The Company's cash balances as at June 30, 2017 and projected revenues from its assets in India are not expected to be sufficient to fund the projected cash requirements of the Company's assets in India and its other cash requirements over the next several months. As a result, in August 2017, the Company requested consent from the Lenders under its amended and restated facilities agreement to use a portion of the funds in a restricted cash reserve account to meet its cash requirements. A decision from the Lenders is expected before the end of August 2017. An adverse decision from the Lenders will have a material adverse impact on the Company's ability to fund its operations and may lead the Company to take steps which could be adverse to all stakeholders.
The Company's cash resources, and therefore its ability to fund its operations, could be positively enhanced by various factors, including the following:Receiving payments from Petrobangla of amounts due, Executing sale(s) of the Company's interests in its core assets in India and Bangladesh, or Obtaining financing for planned development projects in the D6 Block.
No assurance can be made that appropriate steps will be taken, or goals accomplished, in a manner or on a timely basis so as to enhance the Company's cash resources sufficiently. The failure to enhance the Company's cash resources on a timely basis will have a material adverse impact on the ability of the Company to fund its operations.
Non-payments by Petrobangla of Amounts Due
Since June 2016, Petrobangla has paid reduced amounts to the operator of the Block 9 PSC for invoiced amounts due for gas and condensate supplied from March 2016 to March 2017 pursuant to the Block 9 gas and condensate sales agreements, with the amounts withheld equal to the 60 percent share in the Block 9 PSC held by Niko Exploration (Block 9) Limited ("Niko Block 9") and totalling $37 million to date. Niko Block 9 has issued notices of dispute and force majeure under the Block 9 PSC and sales agreements to the Government of Bangladesh ("GOB") and Petrobangla. As the cash flow that was expected to be generated by the Block 9 PSC was targeted to fund the capital and operating expenditure of Block 9 as well as other cash requirements of the Company, since late September 2016 Niko Block 9 has not paid cash calls that were due and has been issued default notices by the operator of the Block 9 PSC. Under the terms of the joint operating agreement ("JOA") between the participating interest holders in the Block 9 PSC, during the continuance of a default, the defaulting party shall not have a right to its share of gas and condensate sales proceeds, which shall vest in and be the property of the non-defaulting parties who have paid to cover the amount in default in order to recover the amounts owed by the defaulting party. In addition, if the defaulting party does not cure a default within sixty days of the default notice, the non-defaulting parties have the option to require the defaulting party to withdraw from the PSC and JOA. To date, the non-defaulting parties have not exercised this option. Refer to Note 24(a)(ii) of the condensed interim consolidated financial statements for the three months ended June 30, 2017 for further details on this matter.
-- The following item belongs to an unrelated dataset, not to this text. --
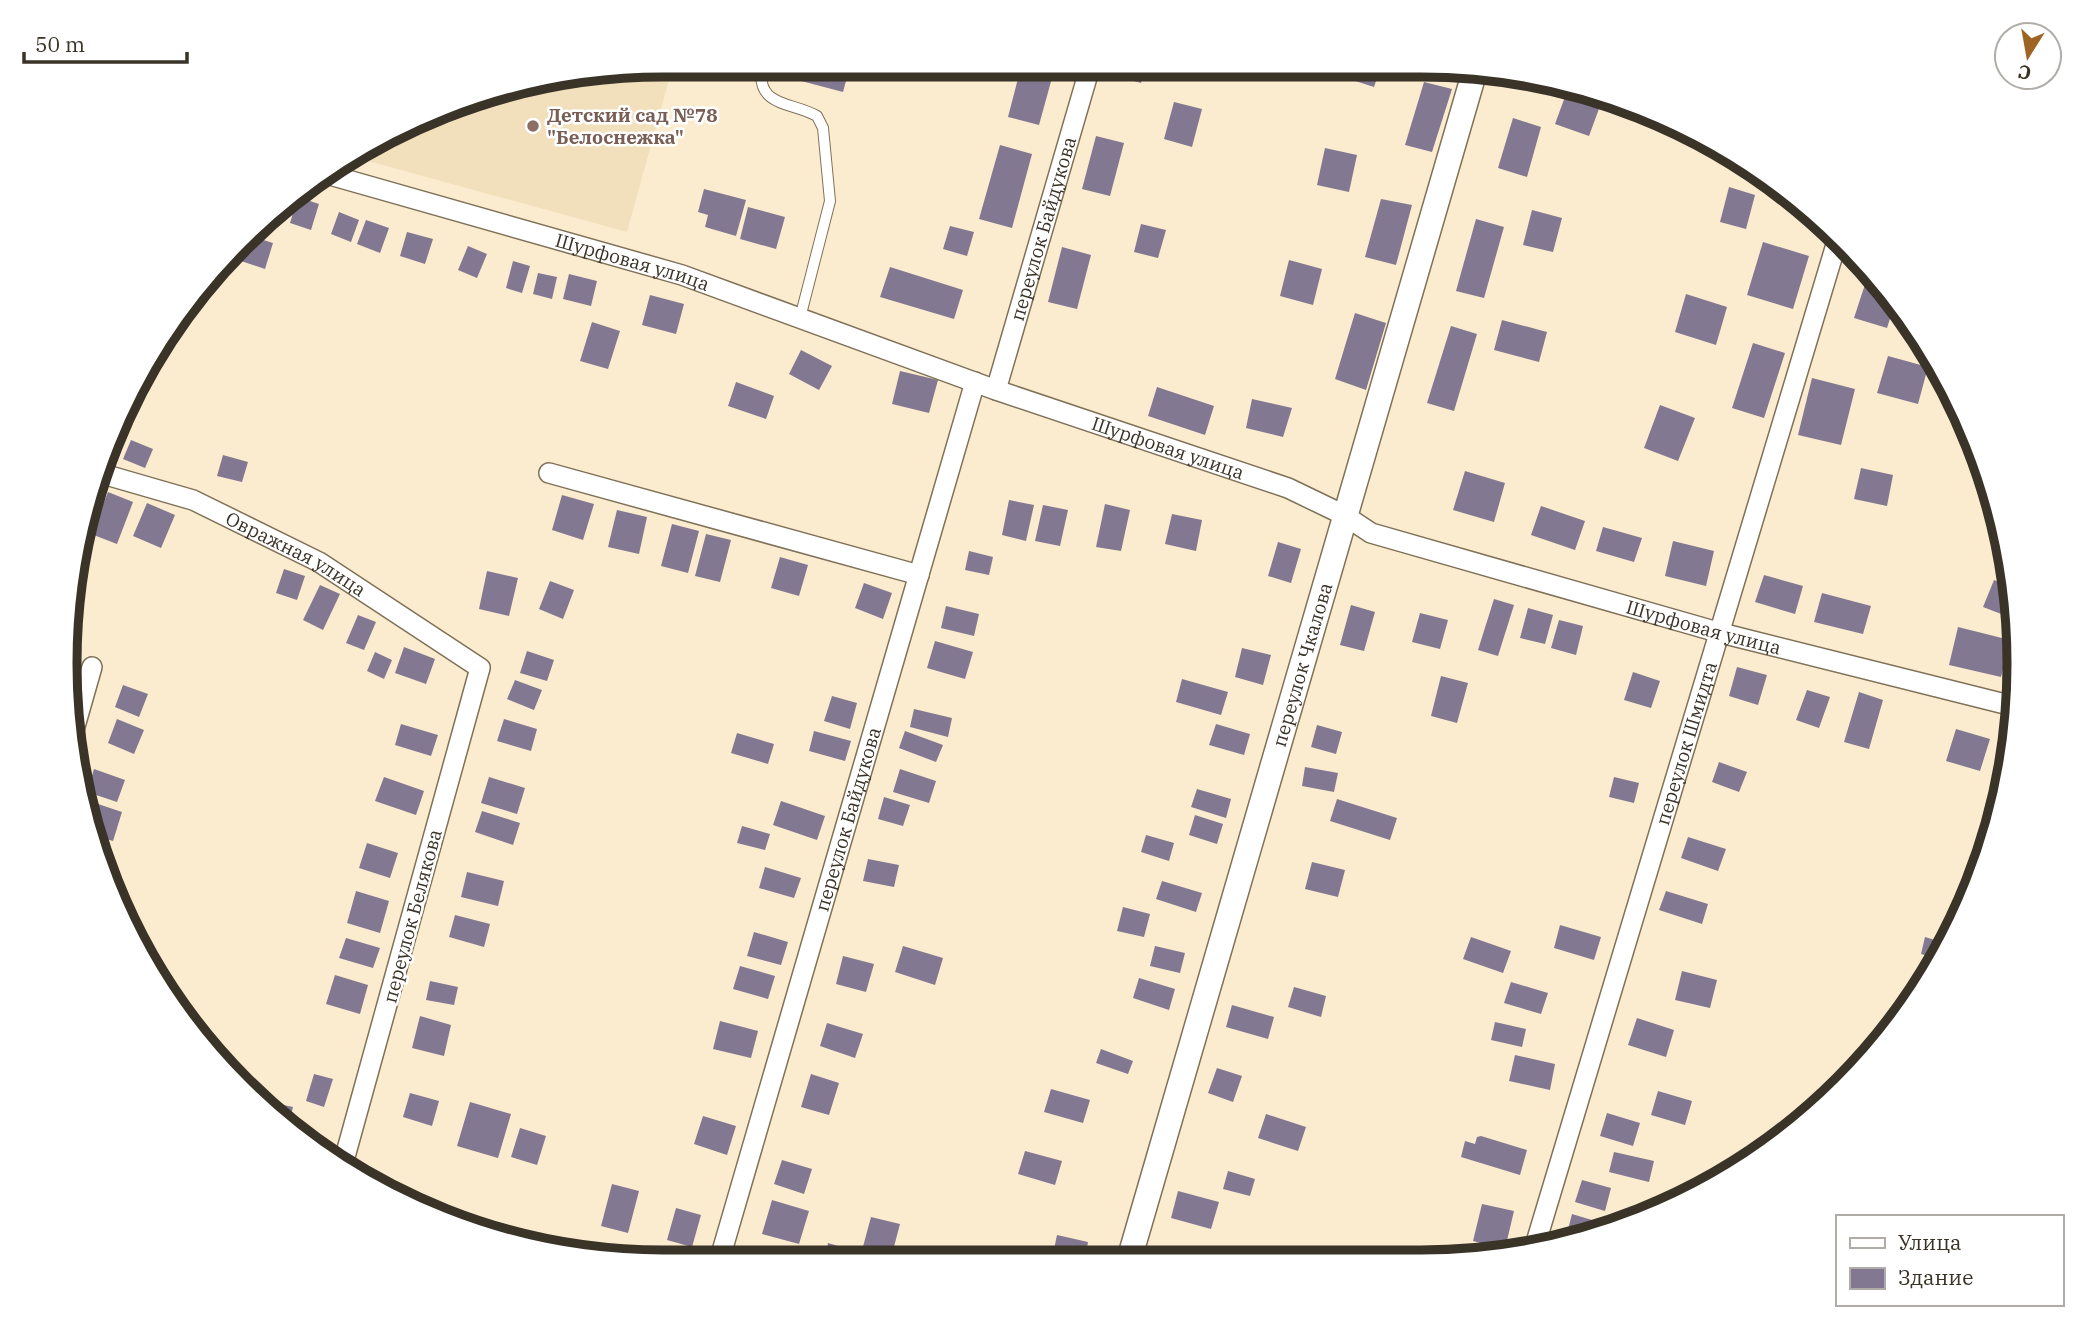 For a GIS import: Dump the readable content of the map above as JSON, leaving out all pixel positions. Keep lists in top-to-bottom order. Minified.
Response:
{"streets":{"street":["переулок Байдукова","Шурфовая улица","Овражная улица","переулок Чкалова","переулок Шмидта","переулок Белякова"]},"crossings":[["переулок Байдукова","Шурфовая улица"],["Шурфовая улица","переулок Чкалова"],["Шурфовая улица","переулок Шмидта"],["Овражная улица","переулок Белякова"]],"places":["Детский сад №78 \"Белоснежка\""],"legend":["Улица","Здание"],"scale_bar":"50 m","north":"bottom"}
Minimum Contract Quantities Dispute - India
As previously disclosed in Note 32(c) in the audited consolidated financial statements for the year ended March 31, 2017, in accordance with previous contracts for natural gas sales from the Hazira field in India, the Company had committed to deliver certain minimum quantities. For the period ended December 31, 2007, the Company was unable to deliver the minimum quantities to certain customers and the Company's joint operating partner in the Hazira field delivered the shortfall volumes from other gas sources. The Company's joint operating partner filed arbitration claims for losses incurred as a result of the delivery of these shortfall volumes.
In June 2017, the arbitration tribunal issued an award in favour of the Company's joint operating partner in an amount of approximately $17.8 million along with the interest thereon at the rate of 10% per annum from 2012 to the date of award (approximately $9.7 million) plus further interest at 10% per annum from the date of the award until payment. The Company plans to appeal the award in the Indian court system under the rules governing Indian arbitration. The results of this dispute could have a material adverse impact on the Company's future cash flows.
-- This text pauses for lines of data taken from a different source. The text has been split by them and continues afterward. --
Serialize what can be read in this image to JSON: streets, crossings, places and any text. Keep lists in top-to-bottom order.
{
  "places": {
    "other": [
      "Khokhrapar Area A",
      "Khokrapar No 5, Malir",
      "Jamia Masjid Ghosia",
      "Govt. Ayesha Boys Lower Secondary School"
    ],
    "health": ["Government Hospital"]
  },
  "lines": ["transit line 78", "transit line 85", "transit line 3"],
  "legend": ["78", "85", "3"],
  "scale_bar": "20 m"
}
The Company's exploration subsidiaries that previously owned interests in PSCs in Trinidad and Indonesia have significant accounts payable and accrued liabilities (including PSC obligations) and unfulfilled exploration work commitments reflected on the Company's balance sheet as at June 30, 2017. In May 2017, the Company's indirect subsidiaries received written notices from the GORTT terminating the three PSCs. In the Company's view, the parent guarantees for unfulfilled exploration commitments for the three PSCs have expired. Effective with the termination of the PSCs, the Company reclassified the Trinidad segment as discontinued operations in the condensed interim consolidated financial statements for the three months ended June 30, 2017.
The Company and its subsidiaries are subject to various claims from other parties, as described in Note 24 of the condensed interim consolidated financial statements as at and for the three months ended June 30, 2017 and are actively defending against these claims. An adverse outcome on one or more of these claims could significantly impact the future cash flows of the Company.
Ability of the Company to Continue as a Going Concern
As a result of the foregoing matters (including the ongoing obligations of the Company and its subsidiaries), there are material uncertainties that may cast significant doubt about the ability of the Company to continue as a going concern.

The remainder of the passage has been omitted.